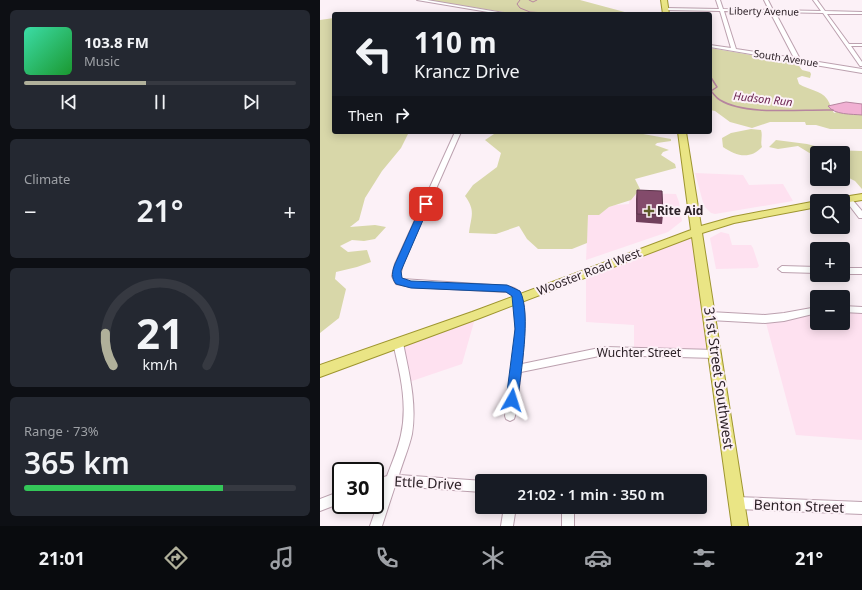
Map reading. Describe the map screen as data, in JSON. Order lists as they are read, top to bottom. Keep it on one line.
{"streets":{"main road":["Wooster Road West","31st Street Southwest"],"street":["Liberty Avenue","South Avenue","Wuchter Street","Ettle Drive","Benton Street"]},"crossings":[["Wooster Road West","31st Street Southwest"],["Wuchter Street","31st Street Southwest"],["31st Street Southwest","Benton Street"]],"water":["Hudson Run"],"places":{"health":["Rite Aid"]},"page":{"turn":["110 m","Krancz Drive"],"song":["103.8 FM","Music"],"then":"Then","tile":["Climate",["Range · 73%","365 km"]],"map_buttons":["+","−"],"heat":["−","21°","+"],"limit":"30","trip":"21:02 · 1 min · 350 m","tabs":["21:01","21°"],"gauge":["21","km/h"]}}
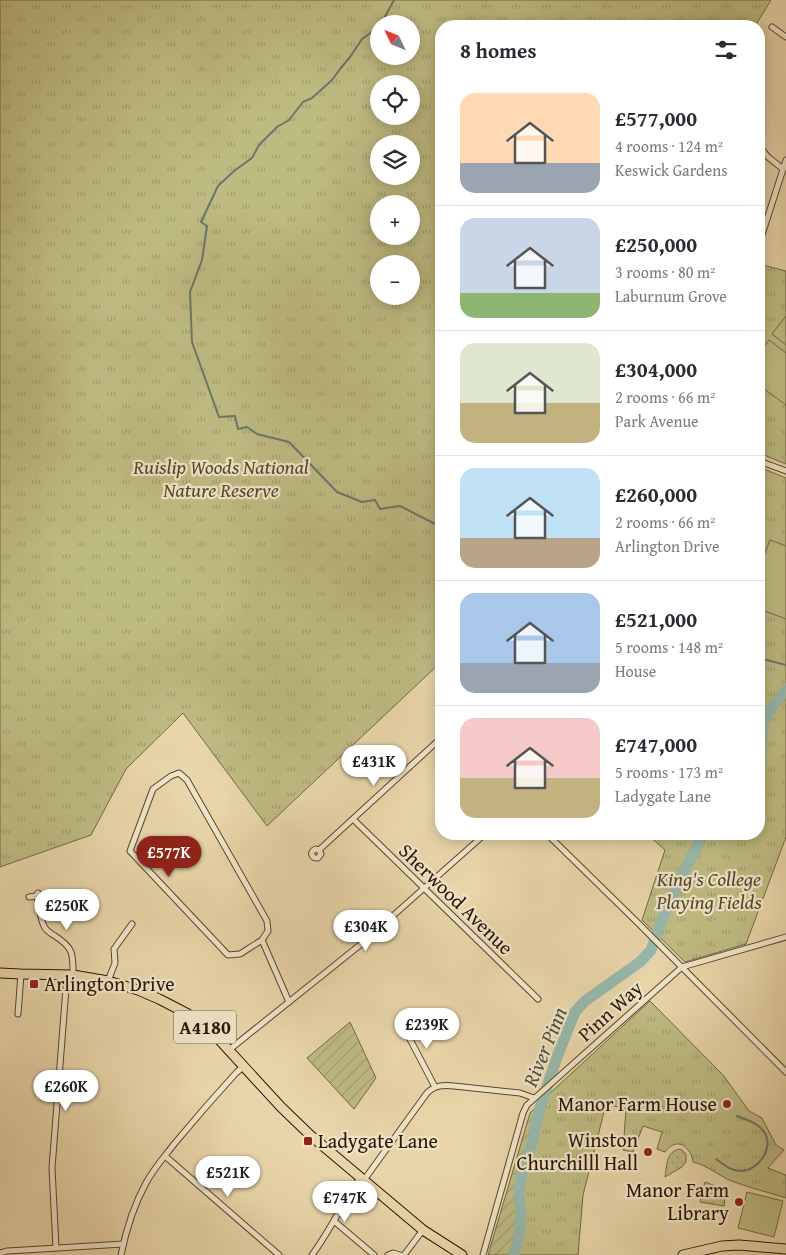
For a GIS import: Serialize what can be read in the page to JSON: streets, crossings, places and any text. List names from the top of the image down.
{
  "streets": {
    "main road": ["A4180"],
    "street": ["Sherwood Avenue", "Pinn Way"]
  },
  "water": ["River Pinn"],
  "parks": ["Ruislip Woods National Nature Reserve", "King's College Playing Fields"],
  "places": {
    "transit": ["Arlington Drive", "Ladygate Lane"],
    "other": ["Manor Farm House", "Winston Churchilll Hall", "Manor Farm Library"]
  },
  "north": "top left",
  "page": {
    "map_buttons": ["+", "−"],
    "heading": "8 homes",
    "list": [
      {
        "name": "£577,000",
        "note": "4 rooms · 124 m² · Keswick Gardens"
      },
      {
        "name": "£250,000",
        "note": "3 rooms · 80 m² · Laburnum Grove"
      },
      {
        "name": "£304,000",
        "note": "2 rooms · 66 m² · Park Avenue"
      },
      {
        "name": "£260,000",
        "note": "2 rooms · 66 m² · Arlington Drive"
      },
      {
        "name": "£521,000",
        "note": "5 rooms · 148 m² · House"
      },
      {
        "name": "£747,000",
        "note": "5 rooms · 173 m² · Ladygate Lane"
      }
    ],
    "price": [
      "£431K",
      "£577K",
      "£250K",
      "£304K",
      "£239K",
      "£260K",
      "£521K",
      "£747K"
    ]
  }
}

□ □ □ □ □

* Exercise directions
The response should contain every record above exactly as written, and none of the pictures.

* Written response
Map reading. Describe the map screen as data, in JSON. Order lists as they are read, top to bottom. Keep it on one line.
{"streets":{"main road":["Wooster Road West","31st Street Southwest"],"street":["Liberty Avenue","South Avenue","Wuchter Street","Ettle Drive","Benton Street"]},"crossings":[["Wooster Road West","31st Street Southwest"],["Wuchter Street","31st Street Southwest"],["31st Street Southwest","Benton Street"]],"water":["Hudson Run"],"places":{"health":["Rite Aid"]},"page":{"turn":["110 m","Krancz Drive"],"song":["103.8 FM","Music"],"then":"Then","tile":["Climate",["Range · 73%","365 km"]],"map_buttons":["+","−"],"heat":["−","21°","+"],"limit":"30","trip":"21:02 · 1 min · 350 m","tabs":["21:01","21°"],"gauge":["21","km/h"]}}
For a GIS import: Serialize what can be read in the page to JSON: streets, crossings, places and any text. List names from the top of the image down.
{
  "streets": {
    "main road": ["A4180"],
    "street": ["Sherwood Avenue", "Pinn Way"]
  },
  "water": ["River Pinn"],
  "parks": ["Ruislip Woods National Nature Reserve", "King's College Playing Fields"],
  "places": {
    "transit": ["Arlington Drive", "Ladygate Lane"],
    "other": ["Manor Farm House", "Winston Churchilll Hall", "Manor Farm Library"]
  },
  "north": "top left",
  "page": {
    "map_buttons": ["+", "−"],
    "heading": "8 homes",
    "list": [
      {
        "name": "£577,000",
        "note": "4 rooms · 124 m² · Keswick Gardens"
      },
      {
        "name": "£250,000",
        "note": "3 rooms · 80 m² · Laburnum Grove"
      },
      {
        "name": "£304,000",
        "note": "2 rooms · 66 m² · Park Avenue"
      },
      {
        "name": "£260,000",
        "note": "2 rooms · 66 m² · Arlington Drive"
      },
      {
        "name": "£521,000",
        "note": "5 rooms · 148 m² · House"
      },
      {
        "name": "£747,000",
        "note": "5 rooms · 173 m² · Ladygate Lane"
      }
    ],
    "price": [
      "£431K",
      "£577K",
      "£250K",
      "£304K",
      "£239K",
      "£260K",
      "£521K",
      "£747K"
    ]
  }
}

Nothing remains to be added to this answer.